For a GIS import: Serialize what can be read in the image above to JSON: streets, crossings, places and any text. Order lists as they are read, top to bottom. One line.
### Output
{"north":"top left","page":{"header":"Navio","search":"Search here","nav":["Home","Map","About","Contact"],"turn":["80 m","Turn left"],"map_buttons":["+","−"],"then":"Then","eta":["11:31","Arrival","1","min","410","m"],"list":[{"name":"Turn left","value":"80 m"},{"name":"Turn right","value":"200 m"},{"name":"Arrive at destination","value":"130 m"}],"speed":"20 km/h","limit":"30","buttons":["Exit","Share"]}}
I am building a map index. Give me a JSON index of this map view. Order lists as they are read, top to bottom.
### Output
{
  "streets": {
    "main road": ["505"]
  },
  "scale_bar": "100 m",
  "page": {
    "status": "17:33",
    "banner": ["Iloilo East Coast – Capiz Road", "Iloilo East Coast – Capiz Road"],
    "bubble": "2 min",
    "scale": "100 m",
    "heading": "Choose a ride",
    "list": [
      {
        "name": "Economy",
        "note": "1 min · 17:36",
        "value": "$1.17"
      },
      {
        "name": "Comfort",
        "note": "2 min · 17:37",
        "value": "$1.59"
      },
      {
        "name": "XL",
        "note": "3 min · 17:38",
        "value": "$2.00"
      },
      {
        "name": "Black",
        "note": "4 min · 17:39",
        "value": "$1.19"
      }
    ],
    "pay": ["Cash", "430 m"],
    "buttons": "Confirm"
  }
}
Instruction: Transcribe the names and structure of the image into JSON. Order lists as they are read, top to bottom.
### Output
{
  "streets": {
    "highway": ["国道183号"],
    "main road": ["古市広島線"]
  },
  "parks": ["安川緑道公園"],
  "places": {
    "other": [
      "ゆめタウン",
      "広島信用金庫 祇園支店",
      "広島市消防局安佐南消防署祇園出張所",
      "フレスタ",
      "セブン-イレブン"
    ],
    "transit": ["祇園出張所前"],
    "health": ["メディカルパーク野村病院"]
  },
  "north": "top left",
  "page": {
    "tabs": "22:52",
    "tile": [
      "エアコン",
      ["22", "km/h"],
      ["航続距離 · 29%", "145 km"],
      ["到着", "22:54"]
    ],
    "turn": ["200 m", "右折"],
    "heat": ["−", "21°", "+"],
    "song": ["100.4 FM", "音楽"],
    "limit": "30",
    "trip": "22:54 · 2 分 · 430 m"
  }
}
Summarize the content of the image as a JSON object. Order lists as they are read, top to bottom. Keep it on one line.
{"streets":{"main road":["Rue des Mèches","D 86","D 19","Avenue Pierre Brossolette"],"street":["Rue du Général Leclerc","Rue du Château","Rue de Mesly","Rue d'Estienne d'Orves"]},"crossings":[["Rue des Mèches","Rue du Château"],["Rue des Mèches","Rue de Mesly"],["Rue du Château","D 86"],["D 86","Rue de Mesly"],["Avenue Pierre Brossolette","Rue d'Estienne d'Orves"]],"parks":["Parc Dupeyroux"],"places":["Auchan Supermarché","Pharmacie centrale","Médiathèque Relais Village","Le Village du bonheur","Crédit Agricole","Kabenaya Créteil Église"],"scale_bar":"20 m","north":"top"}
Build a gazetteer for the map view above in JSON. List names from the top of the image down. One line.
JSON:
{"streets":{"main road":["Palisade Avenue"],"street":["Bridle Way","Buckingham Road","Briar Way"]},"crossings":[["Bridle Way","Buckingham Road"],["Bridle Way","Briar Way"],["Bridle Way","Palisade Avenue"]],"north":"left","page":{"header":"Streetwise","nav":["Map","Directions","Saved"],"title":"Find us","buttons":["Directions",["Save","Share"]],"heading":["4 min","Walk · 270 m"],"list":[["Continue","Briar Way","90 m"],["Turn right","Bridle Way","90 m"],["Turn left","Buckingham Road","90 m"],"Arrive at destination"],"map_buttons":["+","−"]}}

▶ _WHAT NEEDS TO BE DONE_:
Copy the listing in full. Match it word for word.

▶ _RESULT FOR THIS EXERCISE_:
For a GIS import: Serialize what can be read in the image above to JSON: streets, crossings, places and any text. Order lists as they are read, top to bottom. One line.
### Output
{"north":"top left","page":{"header":"Navio","search":"Search here","nav":["Home","Map","About","Contact"],"turn":["80 m","Turn left"],"map_buttons":["+","−"],"then":"Then","eta":["11:31","Arrival","1","min","410","m"],"list":[{"name":"Turn left","value":"80 m"},{"name":"Turn right","value":"200 m"},{"name":"Arrive at destination","value":"130 m"}],"speed":"20 km/h","limit":"30","buttons":["Exit","Share"]}}
I am building a map index. Give me a JSON index of this map view. Order lists as they are read, top to bottom.
### Output
{
  "streets": {
    "main road": ["505"]
  },
  "scale_bar": "100 m",
  "page": {
    "status": "17:33",
    "banner": ["Iloilo East Coast – Capiz Road", "Iloilo East Coast – Capiz Road"],
    "bubble": "2 min",
    "scale": "100 m",
    "heading": "Choose a ride",
    "list": [
      {
        "name": "Economy",
        "note": "1 min · 17:36",
        "value": "$1.17"
      },
      {
        "name": "Comfort",
        "note": "2 min · 17:37",
        "value": "$1.59"
      },
      {
        "name": "XL",
        "note": "3 min · 17:38",
        "value": "$2.00"
      },
      {
        "name": "Black",
        "note": "4 min · 17:39",
        "value": "$1.19"
      }
    ],
    "pay": ["Cash", "430 m"],
    "buttons": "Confirm"
  }
}
Instruction: Transcribe the names and structure of the image into JSON. Order lists as they are read, top to bottom.
### Output
{
  "streets": {
    "highway": ["国道183号"],
    "main road": ["古市広島線"]
  },
  "parks": ["安川緑道公園"],
  "places": {
    "other": [
      "ゆめタウン",
      "広島信用金庫 祇園支店",
      "広島市消防局安佐南消防署祇園出張所",
      "フレスタ",
      "セブン-イレブン"
    ],
    "transit": ["祇園出張所前"],
    "health": ["メディカルパーク野村病院"]
  },
  "north": "top left",
  "page": {
    "tabs": "22:52",
    "tile": [
      "エアコン",
      ["22", "km/h"],
      ["航続距離 · 29%", "145 km"],
      ["到着", "22:54"]
    ],
    "turn": ["200 m", "右折"],
    "heat": ["−", "21°", "+"],
    "song": ["100.4 FM", "音楽"],
    "limit": "30",
    "trip": "22:54 · 2 分 · 430 m"
  }
}
Summarize the content of the image as a JSON object. Order lists as they are read, top to bottom. Keep it on one line.
{"streets":{"main road":["Rue des Mèches","D 86","D 19","Avenue Pierre Brossolette"],"street":["Rue du Général Leclerc","Rue du Château","Rue de Mesly","Rue d'Estienne d'Orves"]},"crossings":[["Rue des Mèches","Rue du Château"],["Rue des Mèches","Rue de Mesly"],["Rue du Château","D 86"],["D 86","Rue de Mesly"],["Avenue Pierre Brossolette","Rue d'Estienne d'Orves"]],"parks":["Parc Dupeyroux"],"places":["Auchan Supermarché","Pharmacie centrale","Médiathèque Relais Village","Le Village du bonheur","Crédit Agricole","Kabenaya Créteil Église"],"scale_bar":"20 m","north":"top"}
Build a gazetteer for the map view above in JSON. List names from the top of the image down. One line.
JSON:
{"streets":{"main road":["Palisade Avenue"],"street":["Bridle Way","Buckingham Road","Briar Way"]},"crossings":[["Bridle Way","Buckingham Road"],["Bridle Way","Briar Way"],["Bridle Way","Palisade Avenue"]],"north":"left","page":{"header":"Streetwise","nav":["Map","Directions","Saved"],"title":"Find us","buttons":["Directions",["Save","Share"]],"heading":["4 min","Walk · 270 m"],"list":[["Continue","Briar Way","90 m"],["Turn right","Bridle Way","90 m"],["Turn left","Buckingham Road","90 m"],"Arrive at destination"],"map_buttons":["+","−"]}}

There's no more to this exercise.